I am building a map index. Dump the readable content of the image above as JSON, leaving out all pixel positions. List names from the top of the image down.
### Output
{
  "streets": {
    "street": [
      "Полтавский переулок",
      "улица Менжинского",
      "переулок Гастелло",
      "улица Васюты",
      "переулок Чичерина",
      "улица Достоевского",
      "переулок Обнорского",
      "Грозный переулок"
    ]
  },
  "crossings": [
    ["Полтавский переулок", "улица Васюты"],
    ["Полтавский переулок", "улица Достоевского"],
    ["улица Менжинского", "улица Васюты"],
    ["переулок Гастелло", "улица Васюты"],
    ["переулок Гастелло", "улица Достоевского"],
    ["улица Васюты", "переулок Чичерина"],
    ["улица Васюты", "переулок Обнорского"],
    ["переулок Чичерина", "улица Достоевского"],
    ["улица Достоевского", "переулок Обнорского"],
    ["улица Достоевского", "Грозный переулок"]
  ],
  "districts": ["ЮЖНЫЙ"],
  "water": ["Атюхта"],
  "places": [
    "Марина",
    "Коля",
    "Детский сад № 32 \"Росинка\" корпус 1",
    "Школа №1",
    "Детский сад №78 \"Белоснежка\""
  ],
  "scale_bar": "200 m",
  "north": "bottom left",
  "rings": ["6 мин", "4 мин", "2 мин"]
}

→ What this task involves: Reproduce the records exactly, keeping every line.

→ Finished exercise:
I am building a map index. Dump the readable content of the image above as JSON, leaving out all pixel positions. List names from the top of the image down.
### Output
{
  "streets": {
    "street": [
      "Полтавский переулок",
      "улица Менжинского",
      "переулок Гастелло",
      "улица Васюты",
      "переулок Чичерина",
      "улица Достоевского",
      "переулок Обнорского",
      "Грозный переулок"
    ]
  },
  "crossings": [
    ["Полтавский переулок", "улица Васюты"],
    ["Полтавский переулок", "улица Достоевского"],
    ["улица Менжинского", "улица Васюты"],
    ["переулок Гастелло", "улица Васюты"],
    ["переулок Гастелло", "улица Достоевского"],
    ["улица Васюты", "переулок Чичерина"],
    ["улица Васюты", "переулок Обнорского"],
    ["переулок Чичерина", "улица Достоевского"],
    ["улица Достоевского", "переулок Обнорского"],
    ["улица Достоевского", "Грозный переулок"]
  ],
  "districts": ["ЮЖНЫЙ"],
  "water": ["Атюхта"],
  "places": [
    "Марина",
    "Коля",
    "Детский сад № 32 \"Росинка\" корпус 1",
    "Школа №1",
    "Детский сад №78 \"Белоснежка\""
  ],
  "scale_bar": "200 m",
  "north": "bottom left",
  "rings": ["6 мин", "4 мин", "2 мин"]
}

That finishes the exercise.